Nigerian subscribers call MTN's bluff... Go if you wish
By Olabisi Olaleye
By Olabisi Olaleye
FOLLOWING the Federal Government's insistence that the dominant mobile t e l e c o m m u n i c a t i o n s operator, MTN Nigeria must pay a fine of N780 billion imposed on it for an infraction or attach a bank statement to its letter of plea indicating that it cannot accommodate the liability before any review is done, Nigerians at the weekend bared their minds on the company's face off with its regulator, the Nigerian Communications Commission (NCC).
Many are however, concerned that MTN's body language seems to suggest the telco may be on its way out of Nigeria without making noise about it.
Asked what will be the consequence of current face off, or whether MTN should leave the shores of the country, some members of the public bared their minds to Daily Sun.
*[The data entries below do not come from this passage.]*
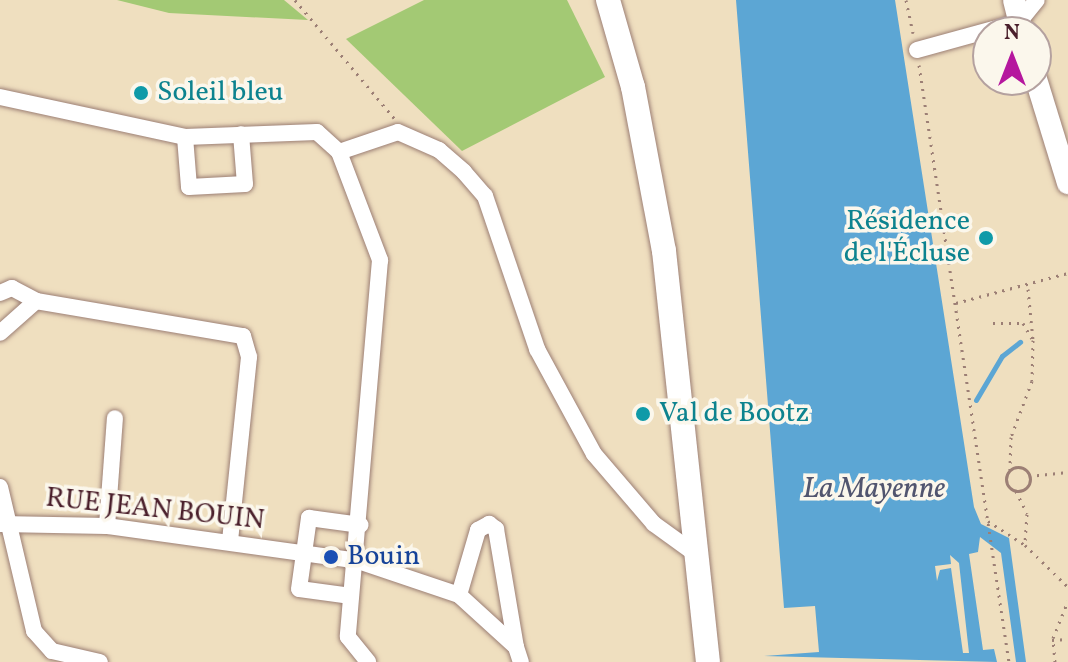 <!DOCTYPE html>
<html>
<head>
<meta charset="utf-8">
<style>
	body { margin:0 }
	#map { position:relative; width:1068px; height:662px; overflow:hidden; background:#efdfbf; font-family:Vollkorn,serif }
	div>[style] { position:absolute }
	.green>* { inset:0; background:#a3c974 }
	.water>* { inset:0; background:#5ca6d4 }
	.stream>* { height:5px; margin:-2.5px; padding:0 2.5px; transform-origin:2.5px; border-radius:2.5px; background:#5ca6d4 }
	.path>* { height:3px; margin-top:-1.5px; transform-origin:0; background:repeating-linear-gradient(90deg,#9c7f75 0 2px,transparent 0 8px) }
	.path>.ring { margin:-1.5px; padding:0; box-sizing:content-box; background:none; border:3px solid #9c7f75; border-radius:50% }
	.roads { filter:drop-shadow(0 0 2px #9c7f75) drop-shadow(0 0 2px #9c7f75) }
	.minor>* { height:16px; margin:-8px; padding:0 8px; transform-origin:8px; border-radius:8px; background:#fff }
	.tertiary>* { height:22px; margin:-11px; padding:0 11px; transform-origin:11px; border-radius:11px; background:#fff }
	.secondary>* { height:24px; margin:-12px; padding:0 12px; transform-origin:12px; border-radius:12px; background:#fff }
	.dots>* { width:22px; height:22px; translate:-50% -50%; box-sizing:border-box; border:4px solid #fbf7ec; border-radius:50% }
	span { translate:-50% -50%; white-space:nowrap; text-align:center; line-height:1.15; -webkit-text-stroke:7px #fbf7ec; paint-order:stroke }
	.culture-label { font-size:28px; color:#0d838f }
	.left { translate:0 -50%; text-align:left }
	.right { translate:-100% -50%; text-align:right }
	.street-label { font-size:28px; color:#4a1f2b }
	.transit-label { font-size:28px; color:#164399 }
	.water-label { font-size:30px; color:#51556f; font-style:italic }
	.north { position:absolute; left:972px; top:16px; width:80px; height:80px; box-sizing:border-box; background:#fbf7ec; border:2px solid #b4a19f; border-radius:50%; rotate:0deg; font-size:22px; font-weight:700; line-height:32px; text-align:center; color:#4a1f2b }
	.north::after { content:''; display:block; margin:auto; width:28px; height:36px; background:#b5179e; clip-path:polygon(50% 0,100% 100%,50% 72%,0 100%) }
</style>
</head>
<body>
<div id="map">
	<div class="green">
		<div style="clip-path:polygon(117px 0,284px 0,308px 20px,169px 13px)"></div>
		<div style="clip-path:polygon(424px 0,567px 0,605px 77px,462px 151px,346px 39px)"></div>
	</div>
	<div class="water">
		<div style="clip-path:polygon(evenodd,736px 0,895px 0,974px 507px,981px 524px,1009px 538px,1026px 662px,1016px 662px,1001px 553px,980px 537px,978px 552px,969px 554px,983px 650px,994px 649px,997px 662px,764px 656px,819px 652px,815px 606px,784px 608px,736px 0,950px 555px,959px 563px,969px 653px,963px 653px,951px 568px,940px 570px,937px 581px,935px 566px,951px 564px,950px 555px)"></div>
	</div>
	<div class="stream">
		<div style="left:976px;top:400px;width:51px;rotate:-59.4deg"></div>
		<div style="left:1002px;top:356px;width:23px;rotate:-38deg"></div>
	</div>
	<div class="path">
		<div style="left:295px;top:0;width:155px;rotate:50deg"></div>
		<div style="left:906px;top:0;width:34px;rotate:78deg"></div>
		<div style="left:919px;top:65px;width:604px;rotate:81.43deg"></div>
		<div style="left:1028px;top:289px;width:51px;rotate:84.4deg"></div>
		<div style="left:956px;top:303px;width:116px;rotate:-15deg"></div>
		<div style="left:993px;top:323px;width:30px"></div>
		<div style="left:1023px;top:323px;width:20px;rotate:60deg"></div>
		<div style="left:1033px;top:340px;width:41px;rotate:91.4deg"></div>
		<div style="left:1032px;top:381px;width:60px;rotate:110.6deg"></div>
		<div style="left:1011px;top:437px;width:33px;rotate:92deg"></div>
		<div class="ring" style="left:1006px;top:467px;width:21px;height:21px"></div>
		<div style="left:1029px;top:476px;width:39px;rotate:-6deg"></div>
		<div style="left:1016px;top:491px;width:25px;rotate:64deg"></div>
		<div style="left:1027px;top:514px;width:31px;rotate:94deg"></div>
		<div style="left:1025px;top:545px;width:60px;rotate:44.3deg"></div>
		<div style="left:988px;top:521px;width:44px;rotate:33deg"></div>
		<div style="left:1052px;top:640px;width:16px;rotate:-4deg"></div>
		<div style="left:1055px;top:662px;width:24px;rotate:-95deg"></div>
		<div style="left:1053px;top:638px;width:40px;rotate:-68deg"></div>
	</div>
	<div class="roads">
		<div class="minor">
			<div style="left:917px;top:50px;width:106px;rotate:-15.4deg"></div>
			<div style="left:1019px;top:22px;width:28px;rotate:-51deg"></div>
			<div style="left:0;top:97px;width:189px;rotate:12.2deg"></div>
			<div style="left:185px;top:137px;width:132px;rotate:-2.2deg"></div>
			<div style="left:317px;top:132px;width:30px;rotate:42deg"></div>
			<div style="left:339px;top:152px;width:116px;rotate:69.2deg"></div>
			<div style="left:380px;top:260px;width:378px;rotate:94.9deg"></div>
			<div style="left:348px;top:637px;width:32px;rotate:51deg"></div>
			<div style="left:185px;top:137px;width:50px;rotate:85.4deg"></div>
			<div style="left:189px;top:187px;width:56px;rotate:-3.1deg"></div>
			<div style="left:245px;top:184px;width:50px;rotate:-94.6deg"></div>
			<div style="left:339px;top:152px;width:62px;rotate:-18.7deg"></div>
			<div style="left:398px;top:132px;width:45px;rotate:23.7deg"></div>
			<div style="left:439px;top:150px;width:33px;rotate:41deg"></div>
			<div style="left:464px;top:172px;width:32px;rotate:49deg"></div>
			<div style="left:485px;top:196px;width:162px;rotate:71.2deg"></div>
			<div style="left:537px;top:349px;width:119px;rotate:61.5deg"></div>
			<div style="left:594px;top:454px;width:92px;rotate:49.4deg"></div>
			<div style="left:654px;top:524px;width:53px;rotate:35.8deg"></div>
			<div style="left:0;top:293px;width:13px;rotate:-23deg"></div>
			<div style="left:12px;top:288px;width:27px;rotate:28deg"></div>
			<div style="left:36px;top:301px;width:48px;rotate:138.4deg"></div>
			<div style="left:36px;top:301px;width:210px;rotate:9.6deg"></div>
			<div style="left:243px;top:336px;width:22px;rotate:74deg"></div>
			<div style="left:249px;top:357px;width:184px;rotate:95.9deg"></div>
			<div style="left:0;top:487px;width:148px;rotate:76.7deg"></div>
			<div style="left:34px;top:631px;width:27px;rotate:48deg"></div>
			<div style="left:52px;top:651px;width:49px;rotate:12.9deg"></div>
			<div style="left:0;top:524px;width:107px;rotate:1.1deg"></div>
			<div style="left:107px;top:526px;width:253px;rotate:7.9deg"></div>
			<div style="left:358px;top:561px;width:107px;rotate:18.6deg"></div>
			<div style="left:459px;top:595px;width:77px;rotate:42.4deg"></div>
			<div style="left:516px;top:647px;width:16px;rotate:72deg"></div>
			<div style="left:107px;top:526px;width:108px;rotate:-85.8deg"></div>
			<div style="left:459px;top:595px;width:68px;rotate:-73.7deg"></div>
			<div style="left:478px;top:530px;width:13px;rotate:-29deg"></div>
			<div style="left:489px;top:524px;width:9px;rotate:36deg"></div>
			<div style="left:496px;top:529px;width:120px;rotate:80.4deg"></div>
			<div style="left:351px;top:596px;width:52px;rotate:-172.3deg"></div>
			<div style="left:299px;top:589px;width:72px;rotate:-82deg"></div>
			<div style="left:309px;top:518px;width:52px;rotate:7.7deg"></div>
		</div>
		<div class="tertiary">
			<div style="left:1014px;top:0;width:33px;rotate:76deg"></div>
			<div style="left:1036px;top:79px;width:109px;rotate:72.9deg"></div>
		</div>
		<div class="secondary">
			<div style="left:608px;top:0;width:91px;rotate:74deg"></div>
			<div style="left:633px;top:87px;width:167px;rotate:79.3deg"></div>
			<div style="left:664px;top:251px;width:413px;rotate:83.9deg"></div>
		</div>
	</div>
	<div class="dots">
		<div style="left:141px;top:93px;background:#0f9aa8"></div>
		<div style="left:986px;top:238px;background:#0f9aa8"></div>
		<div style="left:643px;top:414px;background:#0f9aa8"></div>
		<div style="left:331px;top:557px;background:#1a4fb4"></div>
	</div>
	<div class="culture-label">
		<span class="left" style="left:157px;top:93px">Soleil bleu</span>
		<span class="right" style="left:970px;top:238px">Résidence<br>de l'Écluse</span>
		<span class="left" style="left:659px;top:414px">Val de Bootz</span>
	</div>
	<div class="street-label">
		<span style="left:155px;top:510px;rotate:6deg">RUE JEAN BOUIN</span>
	</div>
	<div class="transit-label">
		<span class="left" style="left:347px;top:557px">Bouin</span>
	</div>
	<div class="water-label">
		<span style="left:874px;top:489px">La Mayenne</span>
	</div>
	<div class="north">N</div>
</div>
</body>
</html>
For instance, Nnamdi Igbo says, "MTN was the second to roll out but it is now the envy of other telecoms operators due to its dominant status. Currently, MTN has 62 million subscribers and will not dare leave because if it does, Nigeria will not have anything to lose at all since we have the population and market. Its last annual report shows that MTN made its highest returns on investment in Nigeria, and will lose all that if it goes like that".
Another industry watcher, Theophilus Obogo says, "If MTN wants to leave, it will quickly help the likes of Etisalat or Globacom to absorb its staff and spectrum. Remember the issues of spectrum and dominance were the key reasons the youngest operator took it to court. Nigeria won't lose anything. To borrow the words of Mr. Babatunde Raji Fashola, the Minister of Power, Works and Housing, "before telecoms, Nigerians lived well. Invariably, before MTN, there were other means of communication but some people who are addicted to the network may find it hard to shift base".
For Opeyemi Ajanaku, MTN should find a way around the lingering issues and look for means to settle with NCC amicably.
"You can't come to Nigeria and kick against her rules? You can't do that in South Africa without being killed or maimed. MTN has the money but it doesn't want to obey the rules of its regulator. It probably sees NCC as a business as usual regulator, not knowing that we are in an era of change with no room for manipulations. What will Nigeria lose? Nothing, absolutely nothing. We helped MTN to grow and it is regrettable that it wants to bite the fingers that fed it. MTN will swap out your recharge credit, deduct your money through unsolicited caller tunes, yet it doesn't want to remit sanction money demanded by its regulator," he wondered.
Teniola Nwabudike, on his response, stated that MTN may want to stylishly withdraw from Nigeria with its recent engagement of the US attorney to fight its case but at the same time, it should realise that Nigeria has the population and as such should be ready to play by the rule to retain its market share.
"If it leaves, no one will remember that MTN ever existed except in documents. Why? It's obvious every telco is hungry for spectrum because MTN has what most of them don't have. The telco must learn to play by the rule and borrow to pay its liabilities if it must remain in Nigeria otherwise we won't miss it if it desires to go".